Par ailleurs, en 2024, plusieurs journalistes et figures des médias ont déja été enlevés et portés disparus, parmi lesquels Atiana Serges Oulon, Bienvenu Apiou, James Dembélé, Mamadou Ali Compaoré, Kalifara Séré, Adama Bayala. Tous étaient connus pour être critiques envers la junte au pouvoir.
Le Burkina Faso bénéficiait jusque-là d'un paysage médiatique dynamique, professionnel et pluraliste. Le pays comptait plus de 80 journaux (Sidwaya, L'Événement, Le Pays), 185 radios (Omega FM), une trentaine de chaînes de télévision (Radiodiffusion Télévision du Burkina, BF1) et plus d’une centaine de sites d’information (faso.net, Faso 7, Burkina 24, faso check...). Dans le dernier classement de Reporters Sans Frontières, le pays occupe la 105eme place sur 180. Et comme le dit les rédacteurs de ce rapport, « le traitement patriotique de l’information cher au capitaine Ibrahim Traoré, président de transition, a pris le pas sur la possibilité d’exercer un travail journalistique rigoureux. »
La répression ne se limite pas aux journalistes. Des militants politiques, des défenseurs des droits humains et des artistes sont soit enlevés, soit contraints à l’exil. Le 18 mars, le journaliste Idrissa Barry, membre de Sens, a été enlevé en plein jour après que son organisation a dénoncé des massacres de civils, attribués à l’armée. Le 22 mars, quatre autres membres du mouvement ont subi le même sort.
Le 30 mars, le Secrétaire exécutif du mouvement Balai Citoyen, Ousmane Lankoande, a été enlevé par la junte militaire à son retour d'un événement à Cotonou, au Bénin. Quelques jours auparavant, un autre activiste de Balai Citoyen, Amadou Sawadogo, avait également été kidnappé à Ouagadougou. Beaucoup d’autres ont quitté le pays.
Pour votre information, le Balai citoyen est un mouvement issu de la société civile, qui a pris part de manière active à l'opposition au soulèvement populaire en 2014 qui a fait échec à la tentative de Blaise Compaoré de faire un 5ème mandat. Aujourd’hui ces militants sont muselés et traqués.

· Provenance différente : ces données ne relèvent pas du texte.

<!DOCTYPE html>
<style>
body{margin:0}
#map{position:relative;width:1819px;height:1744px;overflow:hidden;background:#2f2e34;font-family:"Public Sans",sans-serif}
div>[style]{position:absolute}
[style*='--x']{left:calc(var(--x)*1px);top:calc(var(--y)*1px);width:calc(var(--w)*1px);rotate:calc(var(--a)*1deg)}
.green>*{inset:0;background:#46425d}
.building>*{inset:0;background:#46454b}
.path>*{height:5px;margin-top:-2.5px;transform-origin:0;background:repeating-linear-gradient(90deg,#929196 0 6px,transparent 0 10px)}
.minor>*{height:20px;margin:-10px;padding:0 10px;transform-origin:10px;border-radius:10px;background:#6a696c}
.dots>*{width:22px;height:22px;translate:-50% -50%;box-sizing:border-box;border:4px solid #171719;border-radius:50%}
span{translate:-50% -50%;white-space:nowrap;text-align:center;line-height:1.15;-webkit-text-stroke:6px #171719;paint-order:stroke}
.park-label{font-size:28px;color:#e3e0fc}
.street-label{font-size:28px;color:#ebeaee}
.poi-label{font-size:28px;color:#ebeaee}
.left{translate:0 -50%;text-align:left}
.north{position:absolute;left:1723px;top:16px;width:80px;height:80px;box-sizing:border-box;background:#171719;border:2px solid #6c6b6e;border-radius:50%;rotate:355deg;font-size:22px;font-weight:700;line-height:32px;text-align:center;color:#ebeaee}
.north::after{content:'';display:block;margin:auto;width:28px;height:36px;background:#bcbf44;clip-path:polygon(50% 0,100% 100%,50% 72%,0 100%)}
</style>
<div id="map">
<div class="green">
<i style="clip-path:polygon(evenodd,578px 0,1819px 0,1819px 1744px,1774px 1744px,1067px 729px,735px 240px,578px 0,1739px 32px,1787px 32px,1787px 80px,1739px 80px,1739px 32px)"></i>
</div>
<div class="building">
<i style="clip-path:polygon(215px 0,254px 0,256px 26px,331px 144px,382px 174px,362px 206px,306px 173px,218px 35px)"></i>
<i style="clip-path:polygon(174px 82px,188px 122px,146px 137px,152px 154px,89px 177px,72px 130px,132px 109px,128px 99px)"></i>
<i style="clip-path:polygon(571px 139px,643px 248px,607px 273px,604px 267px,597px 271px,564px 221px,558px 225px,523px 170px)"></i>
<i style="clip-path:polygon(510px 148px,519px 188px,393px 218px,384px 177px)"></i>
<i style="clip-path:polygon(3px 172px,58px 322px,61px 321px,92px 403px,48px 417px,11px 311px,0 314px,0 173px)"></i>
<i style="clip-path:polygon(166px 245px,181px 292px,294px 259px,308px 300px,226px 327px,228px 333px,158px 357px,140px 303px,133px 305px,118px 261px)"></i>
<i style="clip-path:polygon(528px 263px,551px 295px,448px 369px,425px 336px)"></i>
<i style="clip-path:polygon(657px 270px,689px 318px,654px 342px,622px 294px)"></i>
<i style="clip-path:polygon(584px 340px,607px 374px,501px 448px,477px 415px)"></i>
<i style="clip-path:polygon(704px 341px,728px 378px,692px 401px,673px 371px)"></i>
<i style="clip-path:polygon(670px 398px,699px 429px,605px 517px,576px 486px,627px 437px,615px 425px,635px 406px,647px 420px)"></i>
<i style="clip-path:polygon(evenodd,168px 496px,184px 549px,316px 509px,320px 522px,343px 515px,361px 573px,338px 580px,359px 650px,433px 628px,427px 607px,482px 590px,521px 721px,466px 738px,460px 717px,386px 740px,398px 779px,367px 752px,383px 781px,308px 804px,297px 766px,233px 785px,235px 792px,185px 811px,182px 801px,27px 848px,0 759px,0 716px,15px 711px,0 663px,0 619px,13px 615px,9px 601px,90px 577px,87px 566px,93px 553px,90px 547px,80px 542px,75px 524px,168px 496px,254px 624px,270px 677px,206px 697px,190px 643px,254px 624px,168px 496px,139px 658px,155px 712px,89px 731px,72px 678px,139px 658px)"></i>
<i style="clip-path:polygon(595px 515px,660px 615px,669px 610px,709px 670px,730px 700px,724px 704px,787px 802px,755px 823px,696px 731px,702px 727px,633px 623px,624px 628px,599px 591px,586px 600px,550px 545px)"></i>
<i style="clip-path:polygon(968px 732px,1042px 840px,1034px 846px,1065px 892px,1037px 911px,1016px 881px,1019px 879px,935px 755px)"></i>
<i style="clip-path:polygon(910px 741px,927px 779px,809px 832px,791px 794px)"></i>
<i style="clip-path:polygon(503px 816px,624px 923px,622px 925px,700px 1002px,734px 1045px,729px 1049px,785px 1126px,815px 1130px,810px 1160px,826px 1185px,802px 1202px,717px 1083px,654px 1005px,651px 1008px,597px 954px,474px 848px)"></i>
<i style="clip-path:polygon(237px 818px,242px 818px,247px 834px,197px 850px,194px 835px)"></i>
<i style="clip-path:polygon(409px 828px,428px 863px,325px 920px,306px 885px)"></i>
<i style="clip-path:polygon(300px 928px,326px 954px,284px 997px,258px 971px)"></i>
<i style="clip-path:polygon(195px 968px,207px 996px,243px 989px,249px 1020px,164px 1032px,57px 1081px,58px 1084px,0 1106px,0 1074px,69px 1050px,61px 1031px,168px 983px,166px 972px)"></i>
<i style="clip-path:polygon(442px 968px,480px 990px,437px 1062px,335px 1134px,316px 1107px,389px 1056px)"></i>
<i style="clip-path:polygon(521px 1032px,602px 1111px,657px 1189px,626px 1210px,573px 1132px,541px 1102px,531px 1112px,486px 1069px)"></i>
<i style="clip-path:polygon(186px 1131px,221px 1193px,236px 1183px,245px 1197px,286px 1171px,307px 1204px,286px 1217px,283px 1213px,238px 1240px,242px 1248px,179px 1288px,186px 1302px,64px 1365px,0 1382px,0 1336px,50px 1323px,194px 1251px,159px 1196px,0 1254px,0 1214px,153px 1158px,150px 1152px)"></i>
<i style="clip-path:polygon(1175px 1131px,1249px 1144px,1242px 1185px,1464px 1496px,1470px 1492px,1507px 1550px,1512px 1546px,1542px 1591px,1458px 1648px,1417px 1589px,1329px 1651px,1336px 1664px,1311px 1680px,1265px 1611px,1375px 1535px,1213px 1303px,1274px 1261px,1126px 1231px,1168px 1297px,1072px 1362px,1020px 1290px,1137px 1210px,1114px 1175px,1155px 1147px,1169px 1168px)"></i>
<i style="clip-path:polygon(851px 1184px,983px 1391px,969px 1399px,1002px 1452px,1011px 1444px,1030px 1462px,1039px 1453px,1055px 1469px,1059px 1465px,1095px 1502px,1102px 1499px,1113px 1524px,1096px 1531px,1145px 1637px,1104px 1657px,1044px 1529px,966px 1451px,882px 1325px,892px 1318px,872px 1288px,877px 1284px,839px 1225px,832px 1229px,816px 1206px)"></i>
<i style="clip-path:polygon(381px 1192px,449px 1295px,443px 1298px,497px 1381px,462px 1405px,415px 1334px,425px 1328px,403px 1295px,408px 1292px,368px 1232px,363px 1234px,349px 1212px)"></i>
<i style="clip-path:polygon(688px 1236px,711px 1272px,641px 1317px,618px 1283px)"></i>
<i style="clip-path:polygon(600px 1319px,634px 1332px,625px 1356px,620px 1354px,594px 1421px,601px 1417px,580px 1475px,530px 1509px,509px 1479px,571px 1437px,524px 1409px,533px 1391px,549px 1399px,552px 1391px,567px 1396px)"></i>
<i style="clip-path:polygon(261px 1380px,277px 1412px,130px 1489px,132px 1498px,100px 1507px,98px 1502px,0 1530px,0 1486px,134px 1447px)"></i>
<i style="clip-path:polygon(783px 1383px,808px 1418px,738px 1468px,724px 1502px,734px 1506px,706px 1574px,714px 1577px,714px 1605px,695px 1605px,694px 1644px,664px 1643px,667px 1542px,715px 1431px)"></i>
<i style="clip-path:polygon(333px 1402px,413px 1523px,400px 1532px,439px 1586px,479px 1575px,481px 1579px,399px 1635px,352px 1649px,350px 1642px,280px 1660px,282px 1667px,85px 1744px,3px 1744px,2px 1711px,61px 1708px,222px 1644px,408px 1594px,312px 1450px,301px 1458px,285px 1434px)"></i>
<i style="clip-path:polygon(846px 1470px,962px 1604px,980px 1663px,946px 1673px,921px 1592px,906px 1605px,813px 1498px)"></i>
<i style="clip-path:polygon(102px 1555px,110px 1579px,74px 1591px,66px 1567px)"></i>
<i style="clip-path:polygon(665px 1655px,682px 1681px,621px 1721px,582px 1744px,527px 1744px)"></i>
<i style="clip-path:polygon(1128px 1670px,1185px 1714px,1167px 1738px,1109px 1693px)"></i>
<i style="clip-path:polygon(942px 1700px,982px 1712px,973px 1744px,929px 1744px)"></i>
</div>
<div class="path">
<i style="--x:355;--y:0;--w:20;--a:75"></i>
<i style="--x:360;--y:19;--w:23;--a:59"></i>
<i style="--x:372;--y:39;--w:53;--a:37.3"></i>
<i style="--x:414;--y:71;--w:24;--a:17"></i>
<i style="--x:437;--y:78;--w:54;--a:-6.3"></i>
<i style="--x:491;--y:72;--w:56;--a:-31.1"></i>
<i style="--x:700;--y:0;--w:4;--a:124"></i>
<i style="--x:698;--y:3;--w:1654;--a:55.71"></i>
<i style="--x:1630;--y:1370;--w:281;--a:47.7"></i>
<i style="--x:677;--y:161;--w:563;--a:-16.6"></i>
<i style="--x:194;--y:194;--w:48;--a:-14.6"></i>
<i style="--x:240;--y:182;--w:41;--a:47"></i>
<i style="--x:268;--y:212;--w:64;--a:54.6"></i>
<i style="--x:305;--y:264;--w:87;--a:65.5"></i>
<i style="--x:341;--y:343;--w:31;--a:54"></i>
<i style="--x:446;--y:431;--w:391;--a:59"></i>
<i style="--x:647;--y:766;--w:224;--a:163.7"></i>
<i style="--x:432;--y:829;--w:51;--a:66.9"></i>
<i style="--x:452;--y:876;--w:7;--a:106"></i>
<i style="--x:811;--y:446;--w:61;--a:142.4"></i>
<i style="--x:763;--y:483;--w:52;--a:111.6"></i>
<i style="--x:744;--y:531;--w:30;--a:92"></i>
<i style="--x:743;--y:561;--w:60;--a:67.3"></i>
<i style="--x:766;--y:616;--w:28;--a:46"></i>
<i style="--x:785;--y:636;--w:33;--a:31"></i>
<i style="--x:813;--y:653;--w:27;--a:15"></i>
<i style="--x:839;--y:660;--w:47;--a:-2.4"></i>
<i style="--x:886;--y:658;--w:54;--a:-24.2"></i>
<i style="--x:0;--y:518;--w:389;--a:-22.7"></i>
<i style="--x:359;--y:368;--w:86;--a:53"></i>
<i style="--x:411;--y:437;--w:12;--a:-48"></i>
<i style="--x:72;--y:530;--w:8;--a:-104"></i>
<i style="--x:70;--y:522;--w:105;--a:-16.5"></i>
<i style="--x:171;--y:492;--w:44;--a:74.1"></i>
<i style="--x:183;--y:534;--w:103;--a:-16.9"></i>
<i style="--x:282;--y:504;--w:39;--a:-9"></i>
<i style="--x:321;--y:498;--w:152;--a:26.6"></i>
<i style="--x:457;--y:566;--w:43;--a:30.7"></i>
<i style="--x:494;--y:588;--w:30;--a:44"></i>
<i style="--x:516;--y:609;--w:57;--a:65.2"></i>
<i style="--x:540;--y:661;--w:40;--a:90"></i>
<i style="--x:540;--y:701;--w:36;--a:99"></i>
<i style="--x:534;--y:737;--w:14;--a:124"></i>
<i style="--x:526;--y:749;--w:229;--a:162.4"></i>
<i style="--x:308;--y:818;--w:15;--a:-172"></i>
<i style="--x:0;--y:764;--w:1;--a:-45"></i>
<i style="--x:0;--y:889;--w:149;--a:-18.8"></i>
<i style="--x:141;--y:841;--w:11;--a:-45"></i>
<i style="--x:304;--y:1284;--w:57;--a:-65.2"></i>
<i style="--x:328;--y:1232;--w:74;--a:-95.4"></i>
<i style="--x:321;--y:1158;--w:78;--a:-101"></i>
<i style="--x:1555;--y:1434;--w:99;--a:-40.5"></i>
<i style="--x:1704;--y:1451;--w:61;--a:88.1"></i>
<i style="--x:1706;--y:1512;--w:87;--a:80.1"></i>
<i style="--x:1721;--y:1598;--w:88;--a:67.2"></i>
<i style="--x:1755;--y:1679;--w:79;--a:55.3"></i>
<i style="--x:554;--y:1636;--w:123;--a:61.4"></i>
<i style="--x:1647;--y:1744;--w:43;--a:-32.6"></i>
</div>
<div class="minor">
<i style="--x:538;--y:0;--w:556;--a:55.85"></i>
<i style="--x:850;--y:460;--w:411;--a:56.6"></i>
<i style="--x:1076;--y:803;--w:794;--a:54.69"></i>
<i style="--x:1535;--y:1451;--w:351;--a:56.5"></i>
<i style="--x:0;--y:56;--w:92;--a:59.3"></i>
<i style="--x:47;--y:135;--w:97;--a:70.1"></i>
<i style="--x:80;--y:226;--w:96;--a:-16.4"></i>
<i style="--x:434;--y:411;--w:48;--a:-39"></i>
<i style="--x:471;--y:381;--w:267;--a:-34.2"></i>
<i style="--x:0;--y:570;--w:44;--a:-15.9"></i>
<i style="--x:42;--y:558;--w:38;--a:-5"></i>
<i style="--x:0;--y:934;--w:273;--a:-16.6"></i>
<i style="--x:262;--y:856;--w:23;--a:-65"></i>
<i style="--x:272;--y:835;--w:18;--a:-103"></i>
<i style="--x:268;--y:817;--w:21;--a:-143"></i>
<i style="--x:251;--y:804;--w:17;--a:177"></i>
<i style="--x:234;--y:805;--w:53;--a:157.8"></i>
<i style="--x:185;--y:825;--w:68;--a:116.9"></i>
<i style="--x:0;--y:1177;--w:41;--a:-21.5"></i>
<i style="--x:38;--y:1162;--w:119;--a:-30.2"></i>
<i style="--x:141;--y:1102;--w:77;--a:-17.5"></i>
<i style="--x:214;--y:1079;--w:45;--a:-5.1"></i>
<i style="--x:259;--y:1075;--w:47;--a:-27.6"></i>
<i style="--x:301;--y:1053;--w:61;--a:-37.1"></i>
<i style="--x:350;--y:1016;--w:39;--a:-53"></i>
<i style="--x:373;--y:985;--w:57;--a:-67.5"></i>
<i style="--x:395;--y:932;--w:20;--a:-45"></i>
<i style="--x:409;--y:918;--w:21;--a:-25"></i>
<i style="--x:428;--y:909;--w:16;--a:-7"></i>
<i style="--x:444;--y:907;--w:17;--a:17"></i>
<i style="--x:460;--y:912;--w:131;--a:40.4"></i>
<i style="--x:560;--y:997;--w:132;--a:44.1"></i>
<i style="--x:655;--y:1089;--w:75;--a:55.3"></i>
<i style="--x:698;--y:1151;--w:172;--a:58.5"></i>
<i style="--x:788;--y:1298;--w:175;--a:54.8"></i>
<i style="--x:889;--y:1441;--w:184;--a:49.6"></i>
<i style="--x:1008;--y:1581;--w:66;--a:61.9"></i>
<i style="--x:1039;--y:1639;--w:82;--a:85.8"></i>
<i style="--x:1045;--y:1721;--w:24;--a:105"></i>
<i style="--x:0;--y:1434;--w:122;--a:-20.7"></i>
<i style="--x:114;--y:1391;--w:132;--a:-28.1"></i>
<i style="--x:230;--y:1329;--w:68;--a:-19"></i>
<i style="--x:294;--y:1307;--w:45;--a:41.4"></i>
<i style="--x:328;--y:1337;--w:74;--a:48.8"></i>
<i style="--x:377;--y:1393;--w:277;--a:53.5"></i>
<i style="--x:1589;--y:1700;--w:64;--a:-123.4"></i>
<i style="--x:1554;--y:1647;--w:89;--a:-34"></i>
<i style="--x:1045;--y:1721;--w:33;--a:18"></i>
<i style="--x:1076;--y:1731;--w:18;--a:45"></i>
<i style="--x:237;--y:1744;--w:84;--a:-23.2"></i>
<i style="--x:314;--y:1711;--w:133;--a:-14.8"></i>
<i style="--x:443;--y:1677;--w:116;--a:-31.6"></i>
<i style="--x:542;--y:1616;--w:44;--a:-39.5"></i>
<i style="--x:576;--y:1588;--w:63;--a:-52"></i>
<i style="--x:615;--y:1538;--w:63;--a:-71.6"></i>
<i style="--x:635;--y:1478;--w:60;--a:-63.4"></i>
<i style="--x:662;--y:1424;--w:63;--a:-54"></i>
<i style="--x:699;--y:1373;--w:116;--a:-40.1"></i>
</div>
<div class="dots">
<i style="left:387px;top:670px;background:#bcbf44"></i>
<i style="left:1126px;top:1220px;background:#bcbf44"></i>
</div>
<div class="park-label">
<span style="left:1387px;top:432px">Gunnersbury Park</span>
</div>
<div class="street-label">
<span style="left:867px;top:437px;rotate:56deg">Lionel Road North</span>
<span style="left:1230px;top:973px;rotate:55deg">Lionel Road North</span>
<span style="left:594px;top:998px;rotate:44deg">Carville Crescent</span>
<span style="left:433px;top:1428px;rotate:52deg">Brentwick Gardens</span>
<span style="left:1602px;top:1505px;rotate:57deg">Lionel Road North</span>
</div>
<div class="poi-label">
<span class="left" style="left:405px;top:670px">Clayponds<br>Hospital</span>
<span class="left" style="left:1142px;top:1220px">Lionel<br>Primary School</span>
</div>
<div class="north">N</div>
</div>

La liste est loin d’être exhaustive. Mais au risque de tirer en longueur je vais m’en arrêter-là. Votre engagement en faveur de la démocratie et de la souveraineté populaire vous place dans une position privilégiée pour rappeler à nos États que la liberté d’opinion n’est pas un crime, et que la justice ne saurait être sélective entre les pro et les « traïitres à la nation ».
Pour finir, nous vous adressons cette lettre que nous espérons que vous lirez, parce que nous croyons, que vous êtes l’un des leaders politiques, [LN1] les plus légitimes en Afrique pour porter ce combat qui dépasse les frontières, car il s’agit de respect et de défense des libertés fondamentales et contre l’autoritarisme dont vous connaissez les effets dévastateurs bien plus que nul autre.
En vous remerciant pour votre attention et votre engagement pour les valeurs de justice et de l’État de droit, nous vous prions d’agréer, Monsieur le Premier ministre, l’expression de notre haute considération.
Abdou Aziz Cissé est chargé de plaidoyer, AfricTivistes.
* AfricTivistes est un réseau panafricain qui rassemble des défenseurs de la démocratie et des libertés fondamentales.